Tickets for Days to Come will be $65.00 (including $2.25 theater restoration fee) and can be purchased online at Telecharge.com, by phone at 212-239-6200 or in person at the Theatre Row Box Office.

"Thank heaven for the unwavering commitment of Jonathan Bank, the theatrical archaeologist whose Mint Theater Company unearths long-forgotten plays and imbues them with new life," declared The New York Times in response to a recent Mint production. Mint was awarded an OBIE for "combining the excitement of discovery with the richness of tradition" and a special Drama Desk Award for "unearthing, presenting and preserving forgotten plays of merit." Ben Brantley in The New York Times Arts & Leisure hailed the Mint as the "resurrectionist extraordinaire of forgotten plays."

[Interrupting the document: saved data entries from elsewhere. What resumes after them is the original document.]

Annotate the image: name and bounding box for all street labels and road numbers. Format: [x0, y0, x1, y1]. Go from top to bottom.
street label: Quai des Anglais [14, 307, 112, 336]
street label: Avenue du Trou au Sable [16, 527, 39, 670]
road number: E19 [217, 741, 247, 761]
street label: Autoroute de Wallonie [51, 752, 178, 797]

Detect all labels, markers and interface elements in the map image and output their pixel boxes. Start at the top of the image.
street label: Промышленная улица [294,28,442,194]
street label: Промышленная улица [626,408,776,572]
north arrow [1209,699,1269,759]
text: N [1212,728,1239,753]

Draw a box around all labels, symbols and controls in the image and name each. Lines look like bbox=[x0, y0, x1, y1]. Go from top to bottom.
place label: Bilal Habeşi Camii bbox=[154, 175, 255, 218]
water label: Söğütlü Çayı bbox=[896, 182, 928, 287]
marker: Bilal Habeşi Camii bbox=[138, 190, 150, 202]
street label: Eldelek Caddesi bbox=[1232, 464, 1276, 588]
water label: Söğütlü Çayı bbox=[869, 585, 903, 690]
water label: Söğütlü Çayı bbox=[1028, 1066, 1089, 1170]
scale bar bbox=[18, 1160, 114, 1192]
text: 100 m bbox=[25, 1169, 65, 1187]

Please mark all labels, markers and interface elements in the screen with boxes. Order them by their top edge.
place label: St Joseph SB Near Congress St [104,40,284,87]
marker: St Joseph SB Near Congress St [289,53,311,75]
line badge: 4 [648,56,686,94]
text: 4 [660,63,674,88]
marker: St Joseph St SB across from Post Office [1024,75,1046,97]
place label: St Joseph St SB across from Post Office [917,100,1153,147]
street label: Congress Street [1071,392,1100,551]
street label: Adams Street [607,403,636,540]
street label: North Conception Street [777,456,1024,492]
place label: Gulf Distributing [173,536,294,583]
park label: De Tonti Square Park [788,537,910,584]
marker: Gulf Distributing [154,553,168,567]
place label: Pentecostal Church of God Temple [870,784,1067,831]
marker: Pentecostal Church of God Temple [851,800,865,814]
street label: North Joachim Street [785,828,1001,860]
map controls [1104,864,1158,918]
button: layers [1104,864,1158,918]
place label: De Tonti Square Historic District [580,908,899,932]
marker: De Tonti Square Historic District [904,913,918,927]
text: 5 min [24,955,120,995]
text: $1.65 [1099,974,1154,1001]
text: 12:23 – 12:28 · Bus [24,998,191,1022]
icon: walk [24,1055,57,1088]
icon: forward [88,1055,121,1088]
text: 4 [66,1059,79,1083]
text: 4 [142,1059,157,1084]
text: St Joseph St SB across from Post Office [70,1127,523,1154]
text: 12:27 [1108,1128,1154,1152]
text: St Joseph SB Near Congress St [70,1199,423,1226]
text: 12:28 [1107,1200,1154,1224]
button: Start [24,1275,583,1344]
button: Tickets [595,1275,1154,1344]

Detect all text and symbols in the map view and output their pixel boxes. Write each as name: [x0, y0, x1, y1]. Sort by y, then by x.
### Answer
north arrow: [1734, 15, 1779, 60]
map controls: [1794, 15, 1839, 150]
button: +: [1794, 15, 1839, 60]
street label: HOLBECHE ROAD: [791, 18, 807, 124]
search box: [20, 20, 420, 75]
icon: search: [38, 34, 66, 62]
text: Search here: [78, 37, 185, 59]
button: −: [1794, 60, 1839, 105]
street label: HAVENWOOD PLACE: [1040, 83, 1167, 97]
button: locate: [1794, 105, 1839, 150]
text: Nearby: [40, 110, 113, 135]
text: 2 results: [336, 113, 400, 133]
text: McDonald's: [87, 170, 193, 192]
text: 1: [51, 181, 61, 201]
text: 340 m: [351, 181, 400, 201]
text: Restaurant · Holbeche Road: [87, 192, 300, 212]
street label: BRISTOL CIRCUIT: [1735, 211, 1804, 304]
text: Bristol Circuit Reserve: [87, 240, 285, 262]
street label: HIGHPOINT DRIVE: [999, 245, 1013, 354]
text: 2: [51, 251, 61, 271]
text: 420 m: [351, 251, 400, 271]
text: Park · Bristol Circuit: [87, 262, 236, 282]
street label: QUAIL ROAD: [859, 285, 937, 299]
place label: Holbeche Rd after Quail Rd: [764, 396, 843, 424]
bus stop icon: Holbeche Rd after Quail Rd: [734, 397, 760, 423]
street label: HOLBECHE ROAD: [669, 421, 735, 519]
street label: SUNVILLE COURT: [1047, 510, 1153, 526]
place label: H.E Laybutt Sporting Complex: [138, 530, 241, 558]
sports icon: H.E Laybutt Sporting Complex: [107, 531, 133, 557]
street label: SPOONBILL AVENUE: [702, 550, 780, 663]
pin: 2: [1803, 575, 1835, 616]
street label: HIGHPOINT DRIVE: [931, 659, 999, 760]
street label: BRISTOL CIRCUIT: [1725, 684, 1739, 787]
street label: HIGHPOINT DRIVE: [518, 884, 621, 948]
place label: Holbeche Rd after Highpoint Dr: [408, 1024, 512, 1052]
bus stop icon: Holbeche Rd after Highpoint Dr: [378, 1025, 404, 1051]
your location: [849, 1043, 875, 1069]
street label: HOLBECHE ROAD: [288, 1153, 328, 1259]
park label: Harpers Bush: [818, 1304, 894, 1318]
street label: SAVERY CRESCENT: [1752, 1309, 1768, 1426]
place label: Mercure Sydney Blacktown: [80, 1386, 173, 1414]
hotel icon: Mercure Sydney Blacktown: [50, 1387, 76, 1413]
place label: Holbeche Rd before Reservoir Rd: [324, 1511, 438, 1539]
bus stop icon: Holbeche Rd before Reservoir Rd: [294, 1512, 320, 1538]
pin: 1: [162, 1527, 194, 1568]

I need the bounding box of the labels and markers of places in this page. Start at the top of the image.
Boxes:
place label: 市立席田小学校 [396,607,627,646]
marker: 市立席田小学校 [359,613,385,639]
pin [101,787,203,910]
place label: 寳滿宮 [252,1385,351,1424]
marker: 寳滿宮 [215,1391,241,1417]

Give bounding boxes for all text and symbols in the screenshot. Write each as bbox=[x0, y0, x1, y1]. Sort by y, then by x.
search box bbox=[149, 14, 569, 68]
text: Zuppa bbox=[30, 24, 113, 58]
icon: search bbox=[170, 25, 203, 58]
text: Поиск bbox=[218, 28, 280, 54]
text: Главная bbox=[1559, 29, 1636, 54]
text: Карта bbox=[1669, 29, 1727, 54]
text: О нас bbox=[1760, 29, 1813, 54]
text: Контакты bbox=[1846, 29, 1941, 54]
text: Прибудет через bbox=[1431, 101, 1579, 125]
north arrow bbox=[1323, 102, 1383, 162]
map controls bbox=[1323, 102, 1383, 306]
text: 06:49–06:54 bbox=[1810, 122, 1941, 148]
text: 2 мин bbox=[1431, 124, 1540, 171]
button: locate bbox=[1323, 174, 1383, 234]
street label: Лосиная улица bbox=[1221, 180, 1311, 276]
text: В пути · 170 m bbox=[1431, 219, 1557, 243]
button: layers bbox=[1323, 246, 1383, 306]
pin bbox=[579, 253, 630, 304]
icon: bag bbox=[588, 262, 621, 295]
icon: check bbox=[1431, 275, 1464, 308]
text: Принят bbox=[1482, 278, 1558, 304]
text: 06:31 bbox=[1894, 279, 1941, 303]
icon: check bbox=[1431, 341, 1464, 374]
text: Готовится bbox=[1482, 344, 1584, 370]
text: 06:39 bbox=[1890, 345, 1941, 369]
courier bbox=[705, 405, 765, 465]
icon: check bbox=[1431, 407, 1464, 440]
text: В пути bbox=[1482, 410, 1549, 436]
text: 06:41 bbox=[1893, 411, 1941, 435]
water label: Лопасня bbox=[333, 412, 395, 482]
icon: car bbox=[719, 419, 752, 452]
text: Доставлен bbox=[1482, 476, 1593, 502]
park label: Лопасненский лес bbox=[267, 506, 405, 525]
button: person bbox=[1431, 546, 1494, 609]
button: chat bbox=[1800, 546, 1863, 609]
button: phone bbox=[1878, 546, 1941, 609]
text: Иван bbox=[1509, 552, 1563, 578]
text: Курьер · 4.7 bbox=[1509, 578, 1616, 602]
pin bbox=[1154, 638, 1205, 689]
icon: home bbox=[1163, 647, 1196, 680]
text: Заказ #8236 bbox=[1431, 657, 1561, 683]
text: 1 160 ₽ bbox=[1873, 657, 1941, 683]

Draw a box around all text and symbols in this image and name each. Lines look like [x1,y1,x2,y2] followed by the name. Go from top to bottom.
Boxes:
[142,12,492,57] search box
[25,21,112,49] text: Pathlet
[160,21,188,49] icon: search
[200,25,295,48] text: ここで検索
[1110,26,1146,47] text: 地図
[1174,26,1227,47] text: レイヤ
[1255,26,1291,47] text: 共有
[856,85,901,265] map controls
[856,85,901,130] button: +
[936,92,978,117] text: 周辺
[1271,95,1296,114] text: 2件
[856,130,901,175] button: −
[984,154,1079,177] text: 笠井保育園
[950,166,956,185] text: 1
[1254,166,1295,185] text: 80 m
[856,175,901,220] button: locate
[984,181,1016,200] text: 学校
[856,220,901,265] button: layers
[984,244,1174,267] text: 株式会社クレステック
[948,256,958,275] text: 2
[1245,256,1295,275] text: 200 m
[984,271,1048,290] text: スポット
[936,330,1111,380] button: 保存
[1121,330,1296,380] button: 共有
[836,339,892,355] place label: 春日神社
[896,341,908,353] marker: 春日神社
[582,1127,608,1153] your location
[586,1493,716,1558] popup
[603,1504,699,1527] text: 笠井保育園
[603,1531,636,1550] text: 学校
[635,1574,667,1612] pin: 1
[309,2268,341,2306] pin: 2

Of the Mint's most recent production, the acclaimed US Premiere of Miles Malleson's Conflict, Terry Teachout in The Wall Street Journal declared "It is an immaculately well-made, comprehensively satisfying piece of theater, old-fashioned in style without feeling at all dated, and the Mint's production, directed by Jenn Thompson and featuring an ensemble cast of supreme merit, is beyond praise. I'm not surprised-I've reviewed 13 Mint productions since 2005, each one a gem-but it's still worth saying yet again that no New York-based theater company has a better batting average."